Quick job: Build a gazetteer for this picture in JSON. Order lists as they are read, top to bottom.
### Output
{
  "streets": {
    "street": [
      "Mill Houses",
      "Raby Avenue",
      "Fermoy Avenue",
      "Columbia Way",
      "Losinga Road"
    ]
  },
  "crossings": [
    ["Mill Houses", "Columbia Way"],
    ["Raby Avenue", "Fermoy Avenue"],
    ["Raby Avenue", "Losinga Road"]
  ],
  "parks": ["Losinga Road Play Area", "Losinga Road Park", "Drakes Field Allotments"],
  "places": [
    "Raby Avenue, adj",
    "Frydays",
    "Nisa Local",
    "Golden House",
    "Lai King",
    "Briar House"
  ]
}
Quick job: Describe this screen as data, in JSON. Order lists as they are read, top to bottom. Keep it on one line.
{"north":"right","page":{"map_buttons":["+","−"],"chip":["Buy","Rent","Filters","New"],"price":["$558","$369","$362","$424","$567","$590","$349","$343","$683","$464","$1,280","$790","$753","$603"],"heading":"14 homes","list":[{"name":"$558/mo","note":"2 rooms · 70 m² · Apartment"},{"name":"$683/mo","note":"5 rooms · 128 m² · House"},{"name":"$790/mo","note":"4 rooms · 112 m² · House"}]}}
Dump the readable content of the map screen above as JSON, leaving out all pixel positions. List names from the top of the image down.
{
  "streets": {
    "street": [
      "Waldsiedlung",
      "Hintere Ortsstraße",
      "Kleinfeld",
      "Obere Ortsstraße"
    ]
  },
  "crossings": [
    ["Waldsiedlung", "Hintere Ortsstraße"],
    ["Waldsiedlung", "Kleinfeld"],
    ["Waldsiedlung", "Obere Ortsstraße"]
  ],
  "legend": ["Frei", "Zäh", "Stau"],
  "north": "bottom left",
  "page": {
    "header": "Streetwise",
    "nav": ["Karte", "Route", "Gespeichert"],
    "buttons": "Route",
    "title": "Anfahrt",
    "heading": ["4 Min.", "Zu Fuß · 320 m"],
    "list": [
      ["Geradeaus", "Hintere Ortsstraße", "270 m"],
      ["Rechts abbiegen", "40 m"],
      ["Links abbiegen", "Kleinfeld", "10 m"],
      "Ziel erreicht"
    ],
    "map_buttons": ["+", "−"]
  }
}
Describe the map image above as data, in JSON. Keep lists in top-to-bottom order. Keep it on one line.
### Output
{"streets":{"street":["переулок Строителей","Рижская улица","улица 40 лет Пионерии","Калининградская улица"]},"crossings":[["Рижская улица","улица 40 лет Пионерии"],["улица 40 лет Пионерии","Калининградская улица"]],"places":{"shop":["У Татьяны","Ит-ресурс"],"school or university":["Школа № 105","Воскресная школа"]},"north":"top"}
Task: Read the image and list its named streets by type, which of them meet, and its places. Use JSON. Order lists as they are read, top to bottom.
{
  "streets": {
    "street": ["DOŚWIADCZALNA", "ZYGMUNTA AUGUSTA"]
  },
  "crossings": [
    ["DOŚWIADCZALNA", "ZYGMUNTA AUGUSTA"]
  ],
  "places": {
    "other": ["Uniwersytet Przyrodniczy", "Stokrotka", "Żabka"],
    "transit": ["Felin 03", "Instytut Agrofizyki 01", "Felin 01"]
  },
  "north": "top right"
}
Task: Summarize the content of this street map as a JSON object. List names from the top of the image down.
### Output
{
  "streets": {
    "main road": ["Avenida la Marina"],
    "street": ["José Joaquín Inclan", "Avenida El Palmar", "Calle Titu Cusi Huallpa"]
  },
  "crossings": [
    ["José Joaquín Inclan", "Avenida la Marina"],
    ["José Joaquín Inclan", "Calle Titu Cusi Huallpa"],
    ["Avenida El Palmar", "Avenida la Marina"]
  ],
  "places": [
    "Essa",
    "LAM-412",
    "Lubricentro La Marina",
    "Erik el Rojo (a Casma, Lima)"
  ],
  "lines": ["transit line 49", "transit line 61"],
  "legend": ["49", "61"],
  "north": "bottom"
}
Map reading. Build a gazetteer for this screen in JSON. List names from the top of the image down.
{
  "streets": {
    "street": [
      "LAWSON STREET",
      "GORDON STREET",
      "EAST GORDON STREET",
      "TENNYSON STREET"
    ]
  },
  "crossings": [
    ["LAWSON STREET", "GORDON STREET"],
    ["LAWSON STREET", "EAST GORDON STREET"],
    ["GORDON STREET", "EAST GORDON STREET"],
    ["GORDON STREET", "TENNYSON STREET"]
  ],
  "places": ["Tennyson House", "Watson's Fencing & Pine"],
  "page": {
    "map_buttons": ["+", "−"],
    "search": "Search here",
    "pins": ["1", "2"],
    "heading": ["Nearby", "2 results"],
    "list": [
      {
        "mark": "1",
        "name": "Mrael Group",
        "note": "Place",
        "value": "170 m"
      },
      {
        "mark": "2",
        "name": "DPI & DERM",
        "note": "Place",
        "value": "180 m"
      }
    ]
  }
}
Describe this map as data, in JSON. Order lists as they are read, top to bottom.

> [PROBLEM TO WORK ON]: Reproduce, exactly and with both ends included, every line from the one that contains "Task: Summarize the" to the end of the listing above.

> [OUTPUT OF THE TASK]:
Task: Summarize the content of this street map as a JSON object. List names from the top of the image down.
### Output
{
  "streets": {
    "main road": ["Avenida la Marina"],
    "street": ["José Joaquín Inclan", "Avenida El Palmar", "Calle Titu Cusi Huallpa"]
  },
  "crossings": [
    ["José Joaquín Inclan", "Avenida la Marina"],
    ["José Joaquín Inclan", "Calle Titu Cusi Huallpa"],
    ["Avenida El Palmar", "Avenida la Marina"]
  ],
  "places": [
    "Essa",
    "LAM-412",
    "Lubricentro La Marina",
    "Erik el Rojo (a Casma, Lima)"
  ],
  "lines": ["transit line 49", "transit line 61"],
  "legend": ["49", "61"],
  "north": "bottom"
}
Map reading. Build a gazetteer for this screen in JSON. List names from the top of the image down.
{
  "streets": {
    "street": [
      "LAWSON STREET",
      "GORDON STREET",
      "EAST GORDON STREET",
      "TENNYSON STREET"
    ]
  },
  "crossings": [
    ["LAWSON STREET", "GORDON STREET"],
    ["LAWSON STREET", "EAST GORDON STREET"],
    ["GORDON STREET", "EAST GORDON STREET"],
    ["GORDON STREET", "TENNYSON STREET"]
  ],
  "places": ["Tennyson House", "Watson's Fencing & Pine"],
  "page": {
    "map_buttons": ["+", "−"],
    "search": "Search here",
    "pins": ["1", "2"],
    "heading": ["Nearby", "2 results"],
    "list": [
      {
        "mark": "1",
        "name": "Mrael Group",
        "note": "Place",
        "value": "170 m"
      },
      {
        "mark": "2",
        "name": "DPI & DERM",
        "note": "Place",
        "value": "180 m"
      }
    ]
  }
}
Describe this map as data, in JSON. Order lists as they are read, top to bottom.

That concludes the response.